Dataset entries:
>>>
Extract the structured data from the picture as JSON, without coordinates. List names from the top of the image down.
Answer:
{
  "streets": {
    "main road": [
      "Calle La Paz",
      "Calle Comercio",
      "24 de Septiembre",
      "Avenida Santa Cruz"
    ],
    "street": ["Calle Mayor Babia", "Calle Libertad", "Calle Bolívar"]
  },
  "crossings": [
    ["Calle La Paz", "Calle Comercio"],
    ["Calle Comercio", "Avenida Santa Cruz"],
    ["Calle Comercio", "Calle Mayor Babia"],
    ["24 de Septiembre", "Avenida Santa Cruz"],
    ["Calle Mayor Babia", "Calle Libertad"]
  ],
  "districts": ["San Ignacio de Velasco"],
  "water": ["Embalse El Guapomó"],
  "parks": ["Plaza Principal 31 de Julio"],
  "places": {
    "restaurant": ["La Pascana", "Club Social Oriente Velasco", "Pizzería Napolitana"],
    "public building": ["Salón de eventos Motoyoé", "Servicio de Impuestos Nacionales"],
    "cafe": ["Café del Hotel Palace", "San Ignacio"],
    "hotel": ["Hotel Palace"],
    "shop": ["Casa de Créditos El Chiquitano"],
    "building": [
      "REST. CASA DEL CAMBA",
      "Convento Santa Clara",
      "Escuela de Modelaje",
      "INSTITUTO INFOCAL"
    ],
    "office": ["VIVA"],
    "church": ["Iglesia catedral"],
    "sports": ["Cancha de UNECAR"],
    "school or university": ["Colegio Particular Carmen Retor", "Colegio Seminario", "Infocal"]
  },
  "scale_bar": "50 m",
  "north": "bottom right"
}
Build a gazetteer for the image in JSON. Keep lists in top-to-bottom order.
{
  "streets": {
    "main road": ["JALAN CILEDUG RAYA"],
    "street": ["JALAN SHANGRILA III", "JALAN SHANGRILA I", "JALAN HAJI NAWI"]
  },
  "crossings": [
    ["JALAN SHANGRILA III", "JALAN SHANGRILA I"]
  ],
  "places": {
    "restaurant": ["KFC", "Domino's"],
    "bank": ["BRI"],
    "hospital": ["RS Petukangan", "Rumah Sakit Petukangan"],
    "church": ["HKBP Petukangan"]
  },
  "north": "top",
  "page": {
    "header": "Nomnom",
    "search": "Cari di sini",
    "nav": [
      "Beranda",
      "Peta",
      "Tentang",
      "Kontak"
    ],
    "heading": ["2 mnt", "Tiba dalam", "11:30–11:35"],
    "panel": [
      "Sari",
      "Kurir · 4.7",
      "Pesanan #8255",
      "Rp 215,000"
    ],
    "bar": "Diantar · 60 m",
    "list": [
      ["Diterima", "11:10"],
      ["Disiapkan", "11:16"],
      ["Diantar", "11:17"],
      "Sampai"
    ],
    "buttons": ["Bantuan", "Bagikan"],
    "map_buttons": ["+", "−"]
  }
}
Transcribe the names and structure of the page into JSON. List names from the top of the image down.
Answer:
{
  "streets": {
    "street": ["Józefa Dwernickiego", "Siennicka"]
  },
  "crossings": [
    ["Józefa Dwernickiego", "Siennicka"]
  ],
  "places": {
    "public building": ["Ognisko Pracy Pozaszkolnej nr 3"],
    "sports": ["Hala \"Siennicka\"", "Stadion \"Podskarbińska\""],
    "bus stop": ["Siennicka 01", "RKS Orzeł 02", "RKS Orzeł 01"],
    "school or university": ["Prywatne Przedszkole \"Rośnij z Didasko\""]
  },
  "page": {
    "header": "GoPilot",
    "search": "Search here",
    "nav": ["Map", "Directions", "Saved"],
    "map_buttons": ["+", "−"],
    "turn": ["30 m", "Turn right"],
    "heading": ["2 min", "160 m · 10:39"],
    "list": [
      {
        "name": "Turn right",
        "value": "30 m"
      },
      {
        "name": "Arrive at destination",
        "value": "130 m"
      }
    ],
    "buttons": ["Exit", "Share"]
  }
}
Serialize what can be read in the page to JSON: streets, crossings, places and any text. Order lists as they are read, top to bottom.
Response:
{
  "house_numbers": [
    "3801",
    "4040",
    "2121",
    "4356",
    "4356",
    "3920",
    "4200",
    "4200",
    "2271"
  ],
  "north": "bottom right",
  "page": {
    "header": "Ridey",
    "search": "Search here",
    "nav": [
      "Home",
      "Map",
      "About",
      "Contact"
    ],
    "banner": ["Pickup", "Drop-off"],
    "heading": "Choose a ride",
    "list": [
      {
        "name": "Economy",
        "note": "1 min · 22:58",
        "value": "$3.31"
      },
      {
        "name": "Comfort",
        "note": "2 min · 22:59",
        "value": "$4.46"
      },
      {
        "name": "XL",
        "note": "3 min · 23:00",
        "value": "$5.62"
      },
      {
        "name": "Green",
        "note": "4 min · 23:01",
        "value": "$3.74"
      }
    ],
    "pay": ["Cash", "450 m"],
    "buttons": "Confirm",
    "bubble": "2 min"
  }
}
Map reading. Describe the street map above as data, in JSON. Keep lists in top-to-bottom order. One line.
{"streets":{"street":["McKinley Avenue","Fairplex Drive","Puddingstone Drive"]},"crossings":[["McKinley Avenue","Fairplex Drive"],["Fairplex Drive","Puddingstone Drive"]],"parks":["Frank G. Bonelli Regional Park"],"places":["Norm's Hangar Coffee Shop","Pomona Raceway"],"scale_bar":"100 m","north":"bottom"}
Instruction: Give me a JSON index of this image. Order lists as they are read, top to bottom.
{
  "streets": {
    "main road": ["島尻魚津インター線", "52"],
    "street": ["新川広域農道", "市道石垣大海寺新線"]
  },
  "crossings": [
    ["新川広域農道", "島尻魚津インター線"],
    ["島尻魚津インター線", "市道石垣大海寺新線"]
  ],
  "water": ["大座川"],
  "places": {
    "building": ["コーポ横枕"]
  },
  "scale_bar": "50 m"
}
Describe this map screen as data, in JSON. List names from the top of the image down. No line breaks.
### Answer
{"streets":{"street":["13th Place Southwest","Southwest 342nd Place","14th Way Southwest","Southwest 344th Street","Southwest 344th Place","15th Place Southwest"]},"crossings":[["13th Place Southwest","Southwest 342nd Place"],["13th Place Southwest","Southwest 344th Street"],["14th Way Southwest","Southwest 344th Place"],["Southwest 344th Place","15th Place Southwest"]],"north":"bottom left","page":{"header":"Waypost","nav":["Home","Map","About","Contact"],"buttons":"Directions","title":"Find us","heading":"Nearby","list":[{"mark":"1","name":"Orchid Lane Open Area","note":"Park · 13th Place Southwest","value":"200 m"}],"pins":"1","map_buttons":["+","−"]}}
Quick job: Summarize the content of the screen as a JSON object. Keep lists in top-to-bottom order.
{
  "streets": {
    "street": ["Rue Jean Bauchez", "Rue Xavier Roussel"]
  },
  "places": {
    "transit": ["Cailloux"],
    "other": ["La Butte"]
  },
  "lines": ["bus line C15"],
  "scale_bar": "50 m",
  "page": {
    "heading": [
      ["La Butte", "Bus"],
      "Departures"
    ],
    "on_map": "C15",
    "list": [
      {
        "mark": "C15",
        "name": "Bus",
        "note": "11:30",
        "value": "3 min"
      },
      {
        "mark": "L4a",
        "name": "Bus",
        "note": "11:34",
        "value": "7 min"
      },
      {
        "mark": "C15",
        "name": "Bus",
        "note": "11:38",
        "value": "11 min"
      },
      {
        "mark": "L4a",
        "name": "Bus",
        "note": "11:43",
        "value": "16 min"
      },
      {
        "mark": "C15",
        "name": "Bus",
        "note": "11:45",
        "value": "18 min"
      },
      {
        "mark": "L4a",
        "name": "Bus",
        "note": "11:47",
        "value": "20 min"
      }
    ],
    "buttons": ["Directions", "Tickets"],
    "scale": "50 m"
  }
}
<<<
> _EXERCISE GOAL_: Go through the entries and return each line where the word "Directions" occurs.

> _WRITTEN REPLY_:
    "nav": ["Map", "Directions", "Saved"],
{"streets":{"street":["13th Place Southwest","Southwest 342nd Place","14th Way Southwest","Southwest 344th Street","Southwest 344th Place","15th Place Southwest"]},"crossings":[["13th Place Southwest","Southwest 342nd Place"],["13th Place Southwest","Southwest 344th Street"],["14th Way Southwest","Southwest 344th Place"],["Southwest 344th Place","15th Place Southwest"]],"north":"bottom left","page":{"header":"Waypost","nav":["Home","Map","About","Contact"],"buttons":"Directions","title":"Find us","heading":"Nearby","list":[{"mark":"1","name":"Orchid Lane Open Area","note":"Park · 13th Place Southwest","value":"200 m"}],"pins":"1","map_buttons":["+","−"]}}
    "buttons": ["Directions", "Tickets"],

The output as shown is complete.